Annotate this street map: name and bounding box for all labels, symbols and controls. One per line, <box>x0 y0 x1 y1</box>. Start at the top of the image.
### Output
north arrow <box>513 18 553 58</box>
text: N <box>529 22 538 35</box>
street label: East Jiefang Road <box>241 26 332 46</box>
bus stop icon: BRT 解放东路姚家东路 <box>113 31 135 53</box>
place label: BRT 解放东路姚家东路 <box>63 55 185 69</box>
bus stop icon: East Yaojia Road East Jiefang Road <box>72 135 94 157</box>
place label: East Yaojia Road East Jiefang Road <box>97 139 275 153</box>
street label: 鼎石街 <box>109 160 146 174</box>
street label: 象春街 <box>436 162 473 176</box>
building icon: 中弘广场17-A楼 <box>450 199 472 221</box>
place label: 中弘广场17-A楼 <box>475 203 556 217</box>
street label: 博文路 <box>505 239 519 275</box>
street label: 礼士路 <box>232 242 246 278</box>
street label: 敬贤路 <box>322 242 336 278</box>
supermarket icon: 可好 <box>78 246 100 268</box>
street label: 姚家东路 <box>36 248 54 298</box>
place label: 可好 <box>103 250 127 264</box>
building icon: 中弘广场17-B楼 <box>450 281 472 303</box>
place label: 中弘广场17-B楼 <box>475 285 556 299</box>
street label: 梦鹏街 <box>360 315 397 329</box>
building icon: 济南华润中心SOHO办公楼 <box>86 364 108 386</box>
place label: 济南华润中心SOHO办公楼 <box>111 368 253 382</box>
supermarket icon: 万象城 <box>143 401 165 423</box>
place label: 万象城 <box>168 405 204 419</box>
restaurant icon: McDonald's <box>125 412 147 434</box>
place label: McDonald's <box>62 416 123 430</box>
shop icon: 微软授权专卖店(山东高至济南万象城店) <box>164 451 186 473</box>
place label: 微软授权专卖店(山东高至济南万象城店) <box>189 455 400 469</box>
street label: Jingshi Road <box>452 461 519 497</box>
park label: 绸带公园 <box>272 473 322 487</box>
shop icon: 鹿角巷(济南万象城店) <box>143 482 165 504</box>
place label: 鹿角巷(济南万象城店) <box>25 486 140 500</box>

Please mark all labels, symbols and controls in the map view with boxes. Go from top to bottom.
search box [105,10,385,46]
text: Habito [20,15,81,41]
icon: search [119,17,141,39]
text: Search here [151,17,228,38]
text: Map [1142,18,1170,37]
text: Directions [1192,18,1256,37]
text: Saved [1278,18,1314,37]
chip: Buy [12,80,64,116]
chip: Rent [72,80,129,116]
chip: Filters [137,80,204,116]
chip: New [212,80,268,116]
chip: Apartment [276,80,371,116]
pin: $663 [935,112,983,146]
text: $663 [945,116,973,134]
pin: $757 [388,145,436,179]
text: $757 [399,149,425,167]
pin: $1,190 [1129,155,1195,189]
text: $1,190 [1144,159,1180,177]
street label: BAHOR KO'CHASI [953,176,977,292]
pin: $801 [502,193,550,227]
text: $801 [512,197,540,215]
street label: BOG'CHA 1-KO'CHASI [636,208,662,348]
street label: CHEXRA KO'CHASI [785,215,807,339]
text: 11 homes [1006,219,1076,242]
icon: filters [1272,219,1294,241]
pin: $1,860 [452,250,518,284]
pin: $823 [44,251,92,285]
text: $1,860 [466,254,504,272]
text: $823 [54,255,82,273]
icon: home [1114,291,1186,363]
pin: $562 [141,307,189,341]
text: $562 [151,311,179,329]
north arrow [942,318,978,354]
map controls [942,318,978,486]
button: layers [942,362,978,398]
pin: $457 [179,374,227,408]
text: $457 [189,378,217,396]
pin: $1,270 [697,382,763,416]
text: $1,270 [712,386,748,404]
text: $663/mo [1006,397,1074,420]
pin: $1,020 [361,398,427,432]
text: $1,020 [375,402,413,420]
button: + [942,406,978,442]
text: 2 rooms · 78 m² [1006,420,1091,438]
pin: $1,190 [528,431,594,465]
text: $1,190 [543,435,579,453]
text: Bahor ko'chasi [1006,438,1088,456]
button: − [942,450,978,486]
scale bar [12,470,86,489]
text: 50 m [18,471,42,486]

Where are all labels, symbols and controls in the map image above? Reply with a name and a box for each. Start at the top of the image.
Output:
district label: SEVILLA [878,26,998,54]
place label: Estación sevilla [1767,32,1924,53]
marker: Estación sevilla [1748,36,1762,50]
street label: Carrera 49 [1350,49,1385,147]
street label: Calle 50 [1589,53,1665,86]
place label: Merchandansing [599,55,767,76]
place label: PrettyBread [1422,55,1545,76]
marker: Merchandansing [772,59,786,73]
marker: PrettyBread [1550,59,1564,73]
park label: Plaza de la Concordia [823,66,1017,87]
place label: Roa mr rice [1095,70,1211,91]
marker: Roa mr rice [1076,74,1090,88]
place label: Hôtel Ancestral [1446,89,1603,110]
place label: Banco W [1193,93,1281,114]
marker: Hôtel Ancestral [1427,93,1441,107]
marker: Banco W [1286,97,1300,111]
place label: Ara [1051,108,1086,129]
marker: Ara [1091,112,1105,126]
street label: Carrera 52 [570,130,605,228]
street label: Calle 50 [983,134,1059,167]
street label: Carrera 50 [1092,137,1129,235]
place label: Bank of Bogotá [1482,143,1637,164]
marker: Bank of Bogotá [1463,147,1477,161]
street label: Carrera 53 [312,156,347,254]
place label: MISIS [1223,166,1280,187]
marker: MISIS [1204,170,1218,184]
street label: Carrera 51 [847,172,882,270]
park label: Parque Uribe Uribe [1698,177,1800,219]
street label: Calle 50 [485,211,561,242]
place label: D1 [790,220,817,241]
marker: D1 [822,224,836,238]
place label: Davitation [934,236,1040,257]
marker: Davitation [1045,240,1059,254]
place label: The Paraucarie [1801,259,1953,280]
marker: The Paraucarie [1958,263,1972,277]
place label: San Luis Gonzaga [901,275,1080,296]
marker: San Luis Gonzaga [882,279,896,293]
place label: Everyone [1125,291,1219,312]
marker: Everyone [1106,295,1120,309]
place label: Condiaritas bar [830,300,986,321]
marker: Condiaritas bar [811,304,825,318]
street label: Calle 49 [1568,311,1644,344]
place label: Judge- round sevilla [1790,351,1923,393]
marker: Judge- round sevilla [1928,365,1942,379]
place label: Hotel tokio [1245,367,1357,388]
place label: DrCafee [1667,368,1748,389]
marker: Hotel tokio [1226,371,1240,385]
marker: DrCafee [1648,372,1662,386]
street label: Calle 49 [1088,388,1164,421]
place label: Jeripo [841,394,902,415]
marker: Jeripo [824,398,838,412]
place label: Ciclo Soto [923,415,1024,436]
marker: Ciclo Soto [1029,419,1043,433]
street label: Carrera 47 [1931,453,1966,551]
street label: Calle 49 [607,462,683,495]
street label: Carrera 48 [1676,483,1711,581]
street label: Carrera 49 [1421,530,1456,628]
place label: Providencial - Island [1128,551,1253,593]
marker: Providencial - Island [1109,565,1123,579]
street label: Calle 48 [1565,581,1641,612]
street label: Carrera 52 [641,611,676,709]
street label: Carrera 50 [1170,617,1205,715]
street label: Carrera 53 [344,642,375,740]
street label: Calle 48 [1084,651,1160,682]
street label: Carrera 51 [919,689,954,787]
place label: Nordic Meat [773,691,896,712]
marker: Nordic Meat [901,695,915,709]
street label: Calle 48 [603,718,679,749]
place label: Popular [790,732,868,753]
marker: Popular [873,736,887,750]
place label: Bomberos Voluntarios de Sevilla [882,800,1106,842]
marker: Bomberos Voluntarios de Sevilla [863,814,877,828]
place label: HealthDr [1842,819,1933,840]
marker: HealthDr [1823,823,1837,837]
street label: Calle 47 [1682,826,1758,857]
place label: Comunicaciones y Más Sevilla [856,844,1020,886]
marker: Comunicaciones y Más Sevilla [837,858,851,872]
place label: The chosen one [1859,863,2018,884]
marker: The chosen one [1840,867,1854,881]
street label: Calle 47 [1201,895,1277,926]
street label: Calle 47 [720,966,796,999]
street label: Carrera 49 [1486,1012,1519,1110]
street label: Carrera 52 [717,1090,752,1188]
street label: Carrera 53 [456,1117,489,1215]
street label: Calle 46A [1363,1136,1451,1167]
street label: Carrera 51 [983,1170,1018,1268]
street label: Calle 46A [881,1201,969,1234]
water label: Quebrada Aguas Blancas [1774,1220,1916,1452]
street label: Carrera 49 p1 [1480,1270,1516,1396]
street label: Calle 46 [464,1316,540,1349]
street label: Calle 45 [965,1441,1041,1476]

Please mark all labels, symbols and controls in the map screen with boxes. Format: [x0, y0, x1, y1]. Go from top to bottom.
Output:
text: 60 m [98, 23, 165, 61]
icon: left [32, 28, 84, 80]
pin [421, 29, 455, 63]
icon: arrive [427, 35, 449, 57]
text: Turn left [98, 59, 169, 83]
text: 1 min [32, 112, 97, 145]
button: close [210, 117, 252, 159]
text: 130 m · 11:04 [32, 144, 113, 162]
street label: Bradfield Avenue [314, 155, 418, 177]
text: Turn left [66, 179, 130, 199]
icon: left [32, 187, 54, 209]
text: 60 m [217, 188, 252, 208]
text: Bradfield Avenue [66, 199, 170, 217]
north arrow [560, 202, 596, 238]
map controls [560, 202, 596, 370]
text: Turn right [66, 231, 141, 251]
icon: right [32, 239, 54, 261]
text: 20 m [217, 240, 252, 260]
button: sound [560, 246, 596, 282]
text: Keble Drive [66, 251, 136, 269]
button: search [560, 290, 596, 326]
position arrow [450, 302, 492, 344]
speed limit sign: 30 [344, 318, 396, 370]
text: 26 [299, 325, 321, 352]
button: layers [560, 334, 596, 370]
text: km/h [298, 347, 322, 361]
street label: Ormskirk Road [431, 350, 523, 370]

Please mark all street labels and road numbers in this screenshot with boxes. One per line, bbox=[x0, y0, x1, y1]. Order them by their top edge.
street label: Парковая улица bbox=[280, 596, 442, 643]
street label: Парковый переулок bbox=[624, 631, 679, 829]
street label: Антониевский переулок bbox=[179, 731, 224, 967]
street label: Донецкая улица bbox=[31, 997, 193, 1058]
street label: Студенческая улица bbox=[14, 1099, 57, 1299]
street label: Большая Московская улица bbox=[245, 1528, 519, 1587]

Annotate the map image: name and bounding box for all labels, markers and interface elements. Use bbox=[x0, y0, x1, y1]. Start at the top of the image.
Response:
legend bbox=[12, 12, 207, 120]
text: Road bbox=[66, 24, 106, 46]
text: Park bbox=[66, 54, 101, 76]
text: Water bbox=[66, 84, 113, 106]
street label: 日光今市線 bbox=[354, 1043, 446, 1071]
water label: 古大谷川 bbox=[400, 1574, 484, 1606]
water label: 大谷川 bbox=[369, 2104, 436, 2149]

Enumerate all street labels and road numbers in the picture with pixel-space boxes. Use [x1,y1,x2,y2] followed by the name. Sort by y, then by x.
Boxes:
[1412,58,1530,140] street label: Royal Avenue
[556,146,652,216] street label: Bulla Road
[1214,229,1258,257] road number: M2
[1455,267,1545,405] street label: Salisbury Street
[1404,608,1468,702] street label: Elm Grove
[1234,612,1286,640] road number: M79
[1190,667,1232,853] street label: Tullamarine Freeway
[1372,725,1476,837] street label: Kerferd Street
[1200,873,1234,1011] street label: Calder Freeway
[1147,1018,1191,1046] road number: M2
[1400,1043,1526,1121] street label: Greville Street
______
* What you have to do *
Nothing should be returned except the lines from the one holding "Enumerate all street" through the final line of the listing, exactly as they appear.

* Answer space *
Enumerate all street labels and road numbers in the picture with pixel-space boxes. Use [x1,y1,x2,y2] followed by the name. Sort by y, then by x.
Boxes:
[1412,58,1530,140] street label: Royal Avenue
[556,146,652,216] street label: Bulla Road
[1214,229,1258,257] road number: M2
[1455,267,1545,405] street label: Salisbury Street
[1404,608,1468,702] street label: Elm Grove
[1234,612,1286,640] road number: M79
[1190,667,1232,853] street label: Tullamarine Freeway
[1372,725,1476,837] street label: Kerferd Street
[1200,873,1234,1011] street label: Calder Freeway
[1147,1018,1191,1046] road number: M2
[1400,1043,1526,1121] street label: Greville Street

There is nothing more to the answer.